● WORK TO COMPLETE
Print the first line of the records below and every line after it, up to and including the line with "font-size:23px; color:#3b302b; font-weight:700". Print nothing else.

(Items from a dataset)
[Start of Attachment]

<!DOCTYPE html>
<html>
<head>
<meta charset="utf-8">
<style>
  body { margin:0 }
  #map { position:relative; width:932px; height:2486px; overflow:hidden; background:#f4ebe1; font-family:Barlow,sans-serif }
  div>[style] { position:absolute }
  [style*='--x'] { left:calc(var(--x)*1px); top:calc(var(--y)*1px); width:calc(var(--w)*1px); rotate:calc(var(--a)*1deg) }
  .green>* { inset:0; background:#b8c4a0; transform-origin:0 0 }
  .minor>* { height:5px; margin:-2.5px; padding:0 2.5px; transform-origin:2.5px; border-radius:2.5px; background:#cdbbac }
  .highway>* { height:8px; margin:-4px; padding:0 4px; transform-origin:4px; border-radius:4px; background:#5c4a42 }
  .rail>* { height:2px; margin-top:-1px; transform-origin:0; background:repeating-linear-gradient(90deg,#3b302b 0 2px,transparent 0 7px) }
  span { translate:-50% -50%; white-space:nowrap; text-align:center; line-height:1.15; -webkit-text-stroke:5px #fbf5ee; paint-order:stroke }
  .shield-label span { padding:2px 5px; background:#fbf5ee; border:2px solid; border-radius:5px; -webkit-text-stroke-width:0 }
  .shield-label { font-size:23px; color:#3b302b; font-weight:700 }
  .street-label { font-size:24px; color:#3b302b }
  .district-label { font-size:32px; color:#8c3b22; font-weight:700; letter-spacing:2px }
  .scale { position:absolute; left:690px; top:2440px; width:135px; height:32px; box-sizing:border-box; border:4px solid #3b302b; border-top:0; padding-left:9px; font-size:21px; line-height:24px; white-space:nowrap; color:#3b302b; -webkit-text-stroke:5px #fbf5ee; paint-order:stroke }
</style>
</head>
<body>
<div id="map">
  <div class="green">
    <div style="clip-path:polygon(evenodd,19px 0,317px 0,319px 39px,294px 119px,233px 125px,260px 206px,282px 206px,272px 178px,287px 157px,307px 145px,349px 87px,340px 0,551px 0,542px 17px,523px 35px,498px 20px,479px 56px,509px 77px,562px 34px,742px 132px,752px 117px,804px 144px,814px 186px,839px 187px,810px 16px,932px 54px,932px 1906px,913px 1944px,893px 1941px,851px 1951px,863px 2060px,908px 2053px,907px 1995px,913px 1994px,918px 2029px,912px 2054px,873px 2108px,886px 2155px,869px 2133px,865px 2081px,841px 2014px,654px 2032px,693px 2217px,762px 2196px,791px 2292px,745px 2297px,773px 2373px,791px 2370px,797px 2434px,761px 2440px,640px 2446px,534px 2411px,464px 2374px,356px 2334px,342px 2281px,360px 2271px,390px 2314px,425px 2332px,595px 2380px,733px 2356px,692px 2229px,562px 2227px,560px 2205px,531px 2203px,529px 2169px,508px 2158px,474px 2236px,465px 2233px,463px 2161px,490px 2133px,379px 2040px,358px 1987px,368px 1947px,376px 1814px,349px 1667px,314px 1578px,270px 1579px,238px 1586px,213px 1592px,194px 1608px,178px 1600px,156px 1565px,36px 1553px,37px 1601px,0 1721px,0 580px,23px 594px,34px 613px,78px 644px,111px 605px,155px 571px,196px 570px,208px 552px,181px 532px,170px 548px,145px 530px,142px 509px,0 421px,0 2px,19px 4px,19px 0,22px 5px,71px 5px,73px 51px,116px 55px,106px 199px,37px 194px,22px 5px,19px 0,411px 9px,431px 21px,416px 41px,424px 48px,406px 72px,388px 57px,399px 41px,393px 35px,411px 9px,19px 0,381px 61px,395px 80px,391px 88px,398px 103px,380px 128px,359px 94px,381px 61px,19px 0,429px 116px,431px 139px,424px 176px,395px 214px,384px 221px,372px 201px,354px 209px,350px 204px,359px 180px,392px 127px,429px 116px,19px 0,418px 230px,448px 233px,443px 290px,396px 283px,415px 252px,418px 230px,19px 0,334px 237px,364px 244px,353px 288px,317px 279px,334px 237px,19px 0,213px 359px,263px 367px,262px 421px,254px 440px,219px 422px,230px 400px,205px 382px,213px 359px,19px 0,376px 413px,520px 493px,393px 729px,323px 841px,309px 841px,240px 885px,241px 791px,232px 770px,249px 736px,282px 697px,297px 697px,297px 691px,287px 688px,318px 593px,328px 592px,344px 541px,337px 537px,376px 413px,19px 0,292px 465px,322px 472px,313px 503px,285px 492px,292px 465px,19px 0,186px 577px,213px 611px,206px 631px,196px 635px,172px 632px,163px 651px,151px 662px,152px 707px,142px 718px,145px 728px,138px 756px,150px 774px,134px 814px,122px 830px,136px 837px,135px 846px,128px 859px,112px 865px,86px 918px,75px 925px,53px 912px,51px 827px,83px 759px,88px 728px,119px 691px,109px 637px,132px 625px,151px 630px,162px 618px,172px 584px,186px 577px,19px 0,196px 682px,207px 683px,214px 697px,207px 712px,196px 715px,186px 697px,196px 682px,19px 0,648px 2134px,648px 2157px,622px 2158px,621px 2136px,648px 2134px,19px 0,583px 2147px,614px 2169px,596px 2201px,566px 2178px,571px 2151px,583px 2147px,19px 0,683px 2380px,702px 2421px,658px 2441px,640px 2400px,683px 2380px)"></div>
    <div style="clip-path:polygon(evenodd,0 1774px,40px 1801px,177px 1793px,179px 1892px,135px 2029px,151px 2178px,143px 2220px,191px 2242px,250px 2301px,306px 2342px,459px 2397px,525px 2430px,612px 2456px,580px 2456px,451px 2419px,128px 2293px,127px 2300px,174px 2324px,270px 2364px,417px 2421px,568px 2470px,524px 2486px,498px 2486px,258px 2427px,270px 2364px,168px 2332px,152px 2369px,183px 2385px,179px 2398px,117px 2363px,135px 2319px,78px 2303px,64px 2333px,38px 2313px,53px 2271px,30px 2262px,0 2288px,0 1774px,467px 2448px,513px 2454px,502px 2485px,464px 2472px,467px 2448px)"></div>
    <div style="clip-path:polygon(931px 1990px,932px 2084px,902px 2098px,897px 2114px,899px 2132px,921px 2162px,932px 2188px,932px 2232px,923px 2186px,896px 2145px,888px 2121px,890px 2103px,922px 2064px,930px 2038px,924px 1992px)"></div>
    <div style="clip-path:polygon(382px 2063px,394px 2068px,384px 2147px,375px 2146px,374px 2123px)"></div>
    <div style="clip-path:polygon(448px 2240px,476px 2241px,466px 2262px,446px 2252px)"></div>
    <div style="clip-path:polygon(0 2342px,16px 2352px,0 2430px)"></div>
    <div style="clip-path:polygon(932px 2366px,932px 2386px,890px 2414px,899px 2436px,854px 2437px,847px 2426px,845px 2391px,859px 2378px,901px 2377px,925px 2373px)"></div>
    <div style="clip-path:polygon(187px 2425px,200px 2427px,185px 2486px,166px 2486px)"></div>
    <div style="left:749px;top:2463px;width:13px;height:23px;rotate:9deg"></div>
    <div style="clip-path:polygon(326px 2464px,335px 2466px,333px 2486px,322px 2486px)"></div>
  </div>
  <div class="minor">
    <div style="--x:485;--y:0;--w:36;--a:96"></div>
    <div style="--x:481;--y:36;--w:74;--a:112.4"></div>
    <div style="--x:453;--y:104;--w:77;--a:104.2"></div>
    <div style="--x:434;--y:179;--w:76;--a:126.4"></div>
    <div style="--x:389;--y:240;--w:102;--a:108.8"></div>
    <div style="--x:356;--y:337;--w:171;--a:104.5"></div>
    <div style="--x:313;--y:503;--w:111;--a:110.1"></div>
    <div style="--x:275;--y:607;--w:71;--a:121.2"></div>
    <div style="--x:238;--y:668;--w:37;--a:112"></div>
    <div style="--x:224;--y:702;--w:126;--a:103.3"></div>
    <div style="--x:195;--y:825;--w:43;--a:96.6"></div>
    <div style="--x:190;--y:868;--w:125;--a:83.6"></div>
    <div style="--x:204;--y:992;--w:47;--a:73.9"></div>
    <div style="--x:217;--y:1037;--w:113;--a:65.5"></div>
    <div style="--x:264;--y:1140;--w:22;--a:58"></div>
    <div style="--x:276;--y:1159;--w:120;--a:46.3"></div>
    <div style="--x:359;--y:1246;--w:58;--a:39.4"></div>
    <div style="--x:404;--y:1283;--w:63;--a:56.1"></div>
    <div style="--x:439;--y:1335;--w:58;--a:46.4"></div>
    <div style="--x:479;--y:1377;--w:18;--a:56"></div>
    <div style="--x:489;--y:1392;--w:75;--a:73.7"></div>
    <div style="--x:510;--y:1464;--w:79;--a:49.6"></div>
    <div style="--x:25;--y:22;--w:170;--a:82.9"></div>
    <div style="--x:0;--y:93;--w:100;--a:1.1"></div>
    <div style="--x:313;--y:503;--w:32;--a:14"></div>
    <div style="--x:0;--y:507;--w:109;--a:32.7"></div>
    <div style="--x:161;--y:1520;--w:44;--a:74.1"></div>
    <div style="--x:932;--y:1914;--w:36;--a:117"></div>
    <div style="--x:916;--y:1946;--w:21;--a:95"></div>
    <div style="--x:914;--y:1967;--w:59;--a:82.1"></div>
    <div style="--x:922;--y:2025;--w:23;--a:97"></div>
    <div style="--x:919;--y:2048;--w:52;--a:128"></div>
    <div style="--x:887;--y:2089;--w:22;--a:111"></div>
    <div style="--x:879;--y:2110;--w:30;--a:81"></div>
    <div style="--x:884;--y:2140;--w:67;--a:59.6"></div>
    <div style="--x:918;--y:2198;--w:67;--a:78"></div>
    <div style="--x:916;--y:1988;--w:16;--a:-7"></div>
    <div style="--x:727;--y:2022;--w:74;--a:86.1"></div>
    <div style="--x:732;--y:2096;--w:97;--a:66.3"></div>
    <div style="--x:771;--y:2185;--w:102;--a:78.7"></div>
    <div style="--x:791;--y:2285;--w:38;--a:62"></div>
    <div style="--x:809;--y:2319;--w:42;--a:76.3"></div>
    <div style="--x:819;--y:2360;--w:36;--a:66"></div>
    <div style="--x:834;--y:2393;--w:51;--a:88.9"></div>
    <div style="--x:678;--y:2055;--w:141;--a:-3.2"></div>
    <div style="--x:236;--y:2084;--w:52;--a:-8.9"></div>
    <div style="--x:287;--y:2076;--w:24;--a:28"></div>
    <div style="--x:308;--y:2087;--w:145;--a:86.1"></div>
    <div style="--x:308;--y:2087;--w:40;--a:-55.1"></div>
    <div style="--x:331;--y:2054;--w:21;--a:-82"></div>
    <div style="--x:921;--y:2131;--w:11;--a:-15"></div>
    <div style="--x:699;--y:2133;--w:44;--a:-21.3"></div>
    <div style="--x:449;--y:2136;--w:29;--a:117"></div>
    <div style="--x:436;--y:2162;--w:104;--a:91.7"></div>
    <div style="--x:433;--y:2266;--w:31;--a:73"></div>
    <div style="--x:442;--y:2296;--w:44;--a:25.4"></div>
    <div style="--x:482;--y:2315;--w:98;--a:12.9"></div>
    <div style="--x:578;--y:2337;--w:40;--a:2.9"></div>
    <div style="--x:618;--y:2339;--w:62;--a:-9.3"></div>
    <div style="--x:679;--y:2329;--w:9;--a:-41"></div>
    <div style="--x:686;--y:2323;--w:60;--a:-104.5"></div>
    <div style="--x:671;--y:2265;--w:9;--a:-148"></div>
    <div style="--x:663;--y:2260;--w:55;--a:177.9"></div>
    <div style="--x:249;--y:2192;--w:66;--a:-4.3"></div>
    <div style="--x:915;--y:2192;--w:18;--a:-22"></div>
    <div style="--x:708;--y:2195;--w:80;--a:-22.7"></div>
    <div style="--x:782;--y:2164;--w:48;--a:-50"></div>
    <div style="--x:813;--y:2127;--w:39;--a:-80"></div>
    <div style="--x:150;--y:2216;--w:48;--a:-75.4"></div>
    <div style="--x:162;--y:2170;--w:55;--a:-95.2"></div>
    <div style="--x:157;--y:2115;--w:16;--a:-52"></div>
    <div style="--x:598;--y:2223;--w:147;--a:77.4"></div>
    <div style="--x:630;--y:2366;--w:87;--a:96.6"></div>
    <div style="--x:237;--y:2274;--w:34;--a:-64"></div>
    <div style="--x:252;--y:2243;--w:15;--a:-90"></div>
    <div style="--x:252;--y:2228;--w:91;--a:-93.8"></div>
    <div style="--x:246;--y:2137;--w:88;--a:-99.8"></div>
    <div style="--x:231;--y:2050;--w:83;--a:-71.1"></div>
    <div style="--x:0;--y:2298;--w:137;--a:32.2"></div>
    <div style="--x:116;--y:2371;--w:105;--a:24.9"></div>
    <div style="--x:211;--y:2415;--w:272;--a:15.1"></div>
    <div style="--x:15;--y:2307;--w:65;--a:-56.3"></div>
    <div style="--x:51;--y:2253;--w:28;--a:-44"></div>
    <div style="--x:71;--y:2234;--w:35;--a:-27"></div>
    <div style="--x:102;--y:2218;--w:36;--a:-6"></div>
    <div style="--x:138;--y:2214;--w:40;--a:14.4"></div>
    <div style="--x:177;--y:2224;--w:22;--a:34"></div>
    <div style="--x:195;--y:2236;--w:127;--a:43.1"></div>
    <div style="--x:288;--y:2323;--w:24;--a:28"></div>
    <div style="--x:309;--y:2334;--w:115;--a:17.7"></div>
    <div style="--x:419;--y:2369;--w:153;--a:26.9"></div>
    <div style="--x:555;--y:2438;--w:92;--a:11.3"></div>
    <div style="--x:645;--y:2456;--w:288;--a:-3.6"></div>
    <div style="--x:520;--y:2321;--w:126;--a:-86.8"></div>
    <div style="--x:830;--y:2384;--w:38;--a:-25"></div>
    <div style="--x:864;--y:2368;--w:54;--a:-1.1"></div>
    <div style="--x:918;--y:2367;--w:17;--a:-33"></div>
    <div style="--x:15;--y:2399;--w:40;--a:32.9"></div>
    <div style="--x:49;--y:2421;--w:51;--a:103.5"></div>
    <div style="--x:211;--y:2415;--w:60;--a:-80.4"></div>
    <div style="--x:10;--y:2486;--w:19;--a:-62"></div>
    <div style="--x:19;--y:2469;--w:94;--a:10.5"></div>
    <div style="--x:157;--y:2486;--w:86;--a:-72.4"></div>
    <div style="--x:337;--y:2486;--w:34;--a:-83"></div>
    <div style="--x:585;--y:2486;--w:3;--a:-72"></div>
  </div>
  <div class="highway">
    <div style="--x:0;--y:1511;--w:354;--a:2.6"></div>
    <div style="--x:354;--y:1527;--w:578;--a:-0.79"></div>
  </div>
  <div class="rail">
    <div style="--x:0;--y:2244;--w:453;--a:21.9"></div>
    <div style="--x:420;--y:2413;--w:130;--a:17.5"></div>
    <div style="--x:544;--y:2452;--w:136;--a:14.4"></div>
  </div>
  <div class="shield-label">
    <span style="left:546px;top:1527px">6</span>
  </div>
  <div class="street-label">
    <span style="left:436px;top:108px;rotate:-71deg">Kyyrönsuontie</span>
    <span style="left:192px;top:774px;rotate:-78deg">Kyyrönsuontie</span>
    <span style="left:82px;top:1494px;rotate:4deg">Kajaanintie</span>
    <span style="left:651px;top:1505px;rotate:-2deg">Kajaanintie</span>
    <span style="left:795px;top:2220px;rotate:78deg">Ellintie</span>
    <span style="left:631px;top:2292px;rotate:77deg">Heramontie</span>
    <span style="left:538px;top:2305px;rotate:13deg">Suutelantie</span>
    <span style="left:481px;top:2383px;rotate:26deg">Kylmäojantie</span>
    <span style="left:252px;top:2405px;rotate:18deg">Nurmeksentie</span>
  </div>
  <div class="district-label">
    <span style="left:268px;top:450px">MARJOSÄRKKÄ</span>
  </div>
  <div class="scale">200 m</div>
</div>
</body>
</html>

[End of Attachment]

● TASK RESULT
<!DOCTYPE html>
<html>
<head>
<meta charset="utf-8">
<style>
  body { margin:0 }
  #map { position:relative; width:932px; height:2486px; overflow:hidden; background:#f4ebe1; font-family:Barlow,sans-serif }
  div>[style] { position:absolute }
  [style*='--x'] { left:calc(var(--x)*1px); top:calc(var(--y)*1px); width:calc(var(--w)*1px); rotate:calc(var(--a)*1deg) }
  .green>* { inset:0; background:#b8c4a0; transform-origin:0 0 }
  .minor>* { height:5px; margin:-2.5px; padding:0 2.5px; transform-origin:2.5px; border-radius:2.5px; background:#cdbbac }
  .highway>* { height:8px; margin:-4px; padding:0 4px; transform-origin:4px; border-radius:4px; background:#5c4a42 }
  .rail>* { height:2px; margin-top:-1px; transform-origin:0; background:repeating-linear-gradient(90deg,#3b302b 0 2px,transparent 0 7px) }
  span { translate:-50% -50%; white-space:nowrap; text-align:center; line-height:1.15; -webkit-text-stroke:5px #fbf5ee; paint-order:stroke }
  .shield-label span { padding:2px 5px; background:#fbf5ee; border:2px solid; border-radius:5px; -webkit-text-stroke-width:0 }
  .shield-label { font-size:23px; color:#3b302b; font-weight:700 }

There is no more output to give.